Technological Advances to Grieving and Closure

     Losing people we love is never easy. Since the advent of video cameras, families have used televisions to display streams of memories during wakes and memorial services. Often accompanied by picture boards, mourners had a way to remember times, places, and experiences of their loved one. Complicated by distance, illness, or finances, some mourners never get the chance to say goodbye in this way. Grieving the loss of a loved one can be complicated. While technology is not new to the field of grief, we are now exploring more digital options connected to technology allowing for client centered grieving options.

     Virtual attendance at a wake or funeral can allow people who may not be able to attend, but wish to say goodbye, the opportunity for closure. Skype or other live streaming programs can allow for multiple possibilities. Many funeral homes are opening up digital options, for a cost. Another way to enable this feature is for people with smart phones at the funeral to ask the director for their Wi-Fi password enabling Skype or Face time on their phones. This may offer a low cost option to those which cannot afford the funeral home’s expensive offer.
     Facebook has an option to memorialize accounts when people are deceased. Hearing from people who still have access to their loved one’s account, the response has been positive. The clients I have go back to look at their loved one’s pictures and write on their “wall” when special events or holidays occur. They see other posts and feel as if people still care. In a very basic way these people are mourning as a group.
     Online books can be created at sites such as This company works with newspapers to create an online obituary. People can create a memorial site with pictures and create a guest book. The messages left on the site can be made into a book.  Family and friends can not only search by name, but by memorial sites based upon categories (i.e. decades, universities, firefighters, etc.) The site even offers resources for grief support. 

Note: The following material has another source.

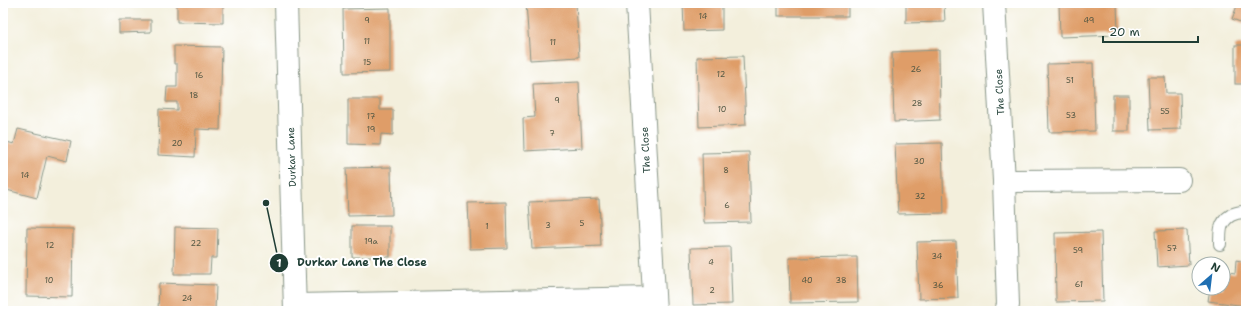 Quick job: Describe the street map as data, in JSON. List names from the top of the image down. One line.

     Options for grief support are changing rapidly. Sofka, Cupit, and Gilbert (2012) have created a book of collected works called “Dying, Death, and Grief in an Online Universe: For Counselors and Educators." This book explores how technology has transformed how people grieve. There is relevant information on ethical considerations, the digital divide, support networks, and education around grief and death. Understanding these resources can help our clients grieve in traditional and non-traditional ways. How have you used some of these resources with your clients?

(2012). C. Sofka, I. Cupit & K. Gilbert (Eds.), Dying, Death, and Grief in an Online Universe: For Counselors and Educators New York: Springer Publishing Company, LLC.